Thursday, May 21, 2009

The high cost of cheap produce...

"...I started to see the golden kernels everywhere, ground into the mud by tires and boots, floating in the puddles of rainwater, pancaked on the steel mills..."
-Micheal Pollan at an Iowa grain elevator (from The Omnivore's Dilemma)

As I read this, an image returned to me. Hands and knees in the dirt and patchy grass of the Farmer's Market lot, fingers picking up each individual kernel that had spilled to the ground. I was helping S, a local farmer, and T, the wiry brown-skinned boy with eyes like the ocean who was interning with her, run ears of corn through a hand-cranked machine that freed them of their kernels. Following this, T and I winnowed the grain, pouring pounds of it from one shining silver pot to another, letting the chaff be blown off by the wind. More often than not the machine delivered patchy ears with a majority of the kernels still clinging. T and I would kneel by the trough, coaxing the kernels off by rubbing our fingers against the roots fixed to the ear like tooth in gum. We'd carefully pick up whatever had been flung off target by the spinning wheel, going so far as to brush our hands over the surface of the earth to reveal any that had jumped behind a sprig of grass or been covered in a thin layer of wind blown dirt. As far as we were able, we accounted for every kernel. Nothing was wasted.

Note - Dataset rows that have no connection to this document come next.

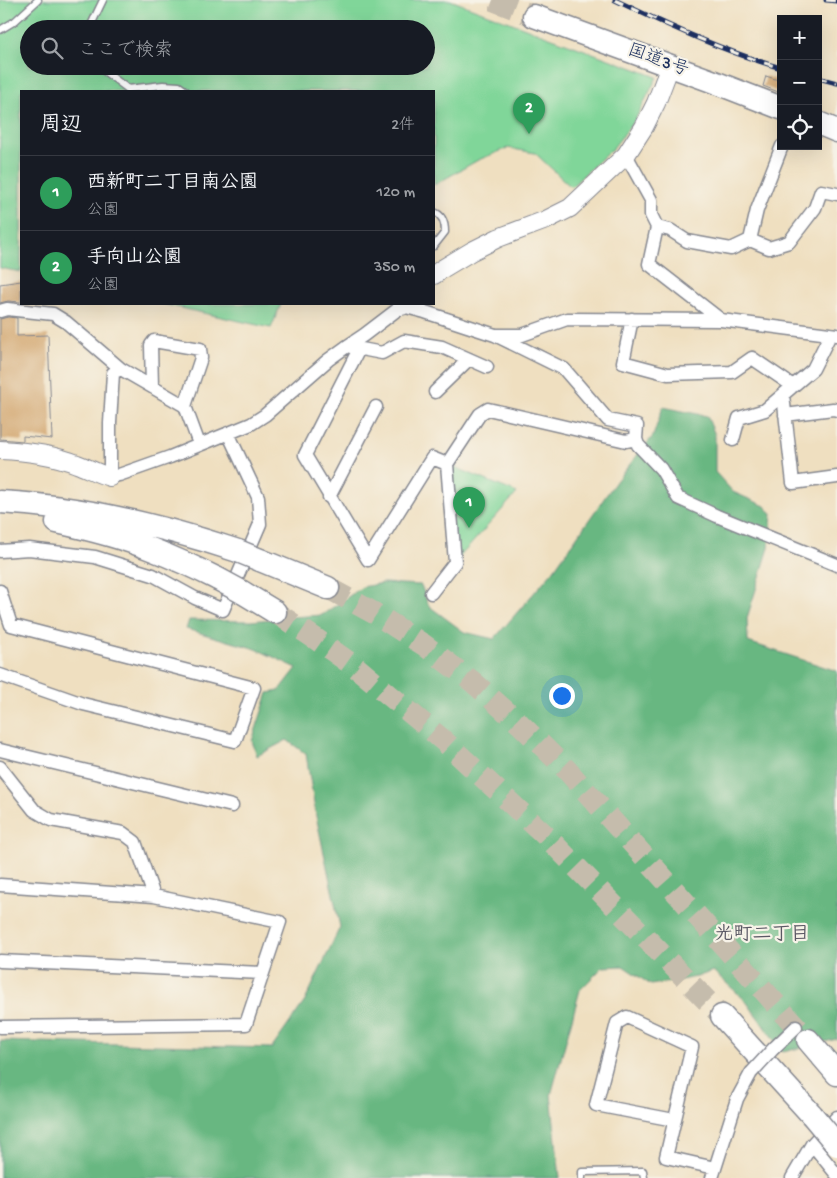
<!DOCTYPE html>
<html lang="ja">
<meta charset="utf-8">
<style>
:root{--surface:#171b24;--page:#242831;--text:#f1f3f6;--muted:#9ea1a6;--line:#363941;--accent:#d1495b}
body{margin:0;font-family:"Gochi Hand","Klee One",sans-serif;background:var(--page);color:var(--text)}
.controls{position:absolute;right:15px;top:15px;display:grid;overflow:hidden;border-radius:0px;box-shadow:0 5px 20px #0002}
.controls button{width:45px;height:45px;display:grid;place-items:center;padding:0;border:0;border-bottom:1px solid var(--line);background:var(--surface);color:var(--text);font:25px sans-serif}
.you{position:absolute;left:561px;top:695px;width:18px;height:18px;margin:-12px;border:4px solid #fff;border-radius:50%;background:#1a73e8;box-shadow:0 0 0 8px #1a73e833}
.badge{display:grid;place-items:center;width:32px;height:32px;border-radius:50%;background:var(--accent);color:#fff;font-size:16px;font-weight:700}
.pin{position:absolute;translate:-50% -41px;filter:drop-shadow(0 1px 2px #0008)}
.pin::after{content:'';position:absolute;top:26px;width:18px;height:15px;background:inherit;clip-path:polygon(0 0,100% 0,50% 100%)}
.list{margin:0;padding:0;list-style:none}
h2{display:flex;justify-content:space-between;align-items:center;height:65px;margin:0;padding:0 20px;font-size:21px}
h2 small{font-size:16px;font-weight:400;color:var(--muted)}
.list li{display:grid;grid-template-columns:32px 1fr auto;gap:15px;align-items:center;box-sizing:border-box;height:75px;padding:0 20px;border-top:1px solid var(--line)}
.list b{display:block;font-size:19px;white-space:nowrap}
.list p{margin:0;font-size:16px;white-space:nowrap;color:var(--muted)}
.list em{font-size:16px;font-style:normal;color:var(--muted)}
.icon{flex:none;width:28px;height:28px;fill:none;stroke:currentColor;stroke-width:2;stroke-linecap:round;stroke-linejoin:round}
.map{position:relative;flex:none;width:837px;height:1178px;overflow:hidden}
.search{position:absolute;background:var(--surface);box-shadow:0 5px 20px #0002;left:20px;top:20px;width:415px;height:55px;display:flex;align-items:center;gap:12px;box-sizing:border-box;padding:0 18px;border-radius:28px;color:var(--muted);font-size:19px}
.panel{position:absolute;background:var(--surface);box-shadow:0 5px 20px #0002;left:20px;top:90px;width:415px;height:215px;border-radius:0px}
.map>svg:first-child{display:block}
.green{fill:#80d699;stroke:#4e827c;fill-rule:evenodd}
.forest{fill:#68b781;stroke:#427370}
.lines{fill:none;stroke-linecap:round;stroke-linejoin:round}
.stream{stroke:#56b1d4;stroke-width:3}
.building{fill:#d3a771}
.highway-tunnel{stroke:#c5bcac;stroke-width:22;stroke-dasharray:22 11;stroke-linecap:butt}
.lane-casing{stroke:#85878f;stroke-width:9}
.street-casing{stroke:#85878f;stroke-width:15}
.secondary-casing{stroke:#85878f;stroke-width:20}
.highway-casing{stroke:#85878f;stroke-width:25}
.lane{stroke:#fff;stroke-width:6}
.street{stroke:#fff;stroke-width:12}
.secondary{stroke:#fff;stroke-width:18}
.highway{stroke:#fff;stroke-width:22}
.rail-casing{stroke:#1b2f5e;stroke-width:5}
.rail{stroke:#f7f3e8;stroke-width:3;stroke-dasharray:9;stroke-linecap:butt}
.street-bridge-casing{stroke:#85878f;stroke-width:15;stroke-linecap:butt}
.highway-bridge-casing{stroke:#85878f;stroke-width:25;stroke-linecap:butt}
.street-bridge{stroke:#fff;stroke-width:12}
.highway-bridge{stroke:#fff;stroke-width:22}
.labels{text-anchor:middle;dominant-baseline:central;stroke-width:4.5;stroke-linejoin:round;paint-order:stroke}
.street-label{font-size:18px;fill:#1b2f5e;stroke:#f7f3e8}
.neighbourhood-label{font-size:19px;font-weight:bold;fill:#5b5965;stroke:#f7f3e8}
</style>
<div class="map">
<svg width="837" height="1178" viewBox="0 0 837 1178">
<rect width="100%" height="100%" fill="#f7f3e8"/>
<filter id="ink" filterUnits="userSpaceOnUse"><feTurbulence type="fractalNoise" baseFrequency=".02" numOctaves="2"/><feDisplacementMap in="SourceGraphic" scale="10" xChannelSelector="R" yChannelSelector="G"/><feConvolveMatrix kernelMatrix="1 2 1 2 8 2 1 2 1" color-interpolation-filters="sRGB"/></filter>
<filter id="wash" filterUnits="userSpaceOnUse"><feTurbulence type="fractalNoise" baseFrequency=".0096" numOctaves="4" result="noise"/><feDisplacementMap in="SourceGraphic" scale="20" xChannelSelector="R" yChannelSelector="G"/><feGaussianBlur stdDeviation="1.12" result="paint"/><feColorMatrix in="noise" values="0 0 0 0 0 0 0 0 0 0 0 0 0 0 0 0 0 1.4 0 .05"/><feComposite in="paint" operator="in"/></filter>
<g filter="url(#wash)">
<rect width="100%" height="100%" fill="#efdfc0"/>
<path class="green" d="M0,0H450L657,77L635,120L613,148L571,187L535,153L508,148L478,160L434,185V91H21V272L0,268ZM29,29H426V66H29Z
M163,304H281L271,328Z
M447,464L517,493L455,562Z"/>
<path class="forest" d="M663,407L707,416L715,435V472L733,492L765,506L772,514L769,548L747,618L748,642L837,671V1039L783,1052L745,1000L713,971L697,977L651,985L623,966L603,967L580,990L551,1095L560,1178H0V1041L272,1048L305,1001L340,927L316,816L306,754L287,740L257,756L252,741L268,693L279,691L297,668L256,649L186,629L189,620L251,621L292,617L322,615L362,587L383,583L421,585L429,606L464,632L494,639L553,571L617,480L653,436Z"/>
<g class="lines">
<path class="stream" d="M0,317H24
M33,318L47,321"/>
</g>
<g id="blocks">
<path class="building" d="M766,76L781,81V93L763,86Z
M21,281V302L8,301L0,303V284Z
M8,317L17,318V336L48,335L52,439L23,436V441L0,439V319Z"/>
</g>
</g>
<g filter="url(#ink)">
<use href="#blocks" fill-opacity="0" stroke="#85878f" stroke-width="1"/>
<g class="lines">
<path class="highway-tunnel" d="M493,0L534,16
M328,588L374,613L424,645L473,682L520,724L566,769L808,1040
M275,612L316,639L357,668L444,741L545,835L722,1016"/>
<g class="lane-casing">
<path id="lane" d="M91,29V25L103,0
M0,30L15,21L38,0
M99,66L100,68L128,89L163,85L179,86L186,91
M434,212C443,215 445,224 445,232L434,246
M582,1178V1172L643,1171L644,1178"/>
</g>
<g class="street-casing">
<path id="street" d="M626,155L651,200V215L657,227L649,264L721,320
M657,227L670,230L687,241L731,249L750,240L769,248L789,242L815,208L821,191L837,194
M750,240L757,210L782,146
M0,311L7,309L53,314L66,322L121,369
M632,319L623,362L668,374L732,372L752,358L793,386
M497,335H522L567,319L721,320L837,335
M351,347L382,353L404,341L442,347L487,367
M359,349L305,455L368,560L432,458L447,464
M152,387L151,345L154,341L200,349L201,358L185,406
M435,392L469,359
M783,395L793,483L837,477
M785,415L833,409L837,410
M733,440L739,418L765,410L813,369L830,335
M199,444L185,406L121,369L113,373L110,423V477L119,475L170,457L251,424L265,415L328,360L346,347L364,335L402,306L425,312L495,335L564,369L608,420L637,426L636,439L638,445L661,469L678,498L717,516L837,565
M329,497L376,407
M0,551L29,549L95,557L153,575L195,598L223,610L260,524L258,497L228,433
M0,591L11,625L254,688L235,741L83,704L0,675
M431,593L455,562L447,464L480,414L488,409L626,441L636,439
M0,750L232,806
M0,767L34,810L51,820L123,833L135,842L154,896
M0,885L154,896L280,922L246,1024L0,1027
M0,961L263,973
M774,1048L796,1027
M674,1120L596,1105L617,1023L627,1017L692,1047L666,1157L715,1168
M812,1144L837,1175
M712,1178L737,1099L751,1073
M792,1178L812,1144L837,1117"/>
</g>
<g class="secondary-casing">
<path id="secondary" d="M434,275L442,269L472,251L498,238L546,220L570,208L626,155L644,127L656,103L670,66
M402,306L404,304
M0,450C25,451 54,455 77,464C88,468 98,474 110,477"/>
</g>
<g class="highway-casing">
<path id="highway" d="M534,16L709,80L781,108
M818,123L837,131
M0,502C79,506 163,526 238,551
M57,522C89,529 121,537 151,549C174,558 196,568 218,579
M260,560L328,588
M242,592L275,612
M722,1016L812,1115
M808,1040L837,1074"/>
</g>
<use href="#lane" class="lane"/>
<use href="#street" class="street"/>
<use href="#secondary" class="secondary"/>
<use href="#highway" class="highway"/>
<g class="rail-casing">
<path id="rail" d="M615,0C669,26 723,51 781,68
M826,0L837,1
M818,78L837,83"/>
</g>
<use href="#rail" class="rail"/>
<g class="street-bridge-casing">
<path id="street-bridge" d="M751,1073L774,1048"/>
</g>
<g class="highway-bridge-casing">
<path id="highway-bridge" d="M238,551L260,560
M218,579L242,592
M812,1115L837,1145"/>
</g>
<use href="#street-bridge" class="street-bridge"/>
<use href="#highway-bridge" class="highway-bridge"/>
</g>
</g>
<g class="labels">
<g class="street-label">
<text transform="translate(658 61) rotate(20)">国道3号</text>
</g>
<g class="neighbourhood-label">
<text x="762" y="935">光町二丁目</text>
</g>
</g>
</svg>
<div class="controls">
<button>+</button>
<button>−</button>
<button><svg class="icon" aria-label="locate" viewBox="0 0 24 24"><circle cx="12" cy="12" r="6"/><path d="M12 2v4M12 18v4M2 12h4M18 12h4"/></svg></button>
</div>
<div class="you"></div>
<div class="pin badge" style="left:469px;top:528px;background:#2e9e5b">1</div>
<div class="pin badge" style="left:529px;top:134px;background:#2e9e5b">2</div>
<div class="search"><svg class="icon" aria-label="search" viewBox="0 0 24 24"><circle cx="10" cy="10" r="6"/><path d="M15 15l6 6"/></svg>ここで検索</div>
<section class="panel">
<h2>周辺<small>2件</small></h2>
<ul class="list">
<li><span class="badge" style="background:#2e9e5b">1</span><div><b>西新町二丁目南公園</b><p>公園</p></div><em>120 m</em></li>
<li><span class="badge" style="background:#2e9e5b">2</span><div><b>手向山公園</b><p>公園</p></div><em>350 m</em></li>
</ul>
</section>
</div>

I was simply following S. and T's lead. My first inclination was to let what had fallen lie. First, it's dirty (how quickly we forget that it's from dirt that all food rises!). Second, taking the time and trouble for such a small thing seemed pointless--we had stacks yet to go through! I had a commodity view of corn. A supermarket shopper's presumption that whatever was needed, or wanted, would arrive before I did and be neatly presented for my consumption; whatever I wanted, whenever (for the 24-hour Wal-mart shopper) I wanted it. S and T had an entirely different paradigm. Having been with this corn from seed time to harvest, it was not just a product to them, it was the tangible manifestation of work, energy, life. It was a representation of their time and talent, as well as a sources of income; food in a starving world, money in a poor man's house. Golden kernels of corn where, for these farmers, not unlike nuggets of pure gold to a miner.


How quickly excess quickly begets waste.

Pollan quotes Friar Sahagun in his writing regarding the Aztecs:

"If they saw grains of maize scattered on the ground, they quickly gathered them up saying, 'Our Sustenance suffereth, it lieth weeping. If we should not gather it up, it would accuse us before our Lord. It would say, "Oh, our Lord, this vassal picked me not up when I lay scattered upon the ground, Punish him!" or perhaps we should starve.'"

1 comment:

annNEE said...

I think of this image often now adays, when i am sorting out d. food and throwing out fruit and veggies that don't look perfect. I find that getting food for free in some ways makes me more wasteful because I am even more detached from the food - had nothing to do with making it or working to pay for it. Maybe Aaron feels differently seeing as he is the one who is laboring late at night in the d.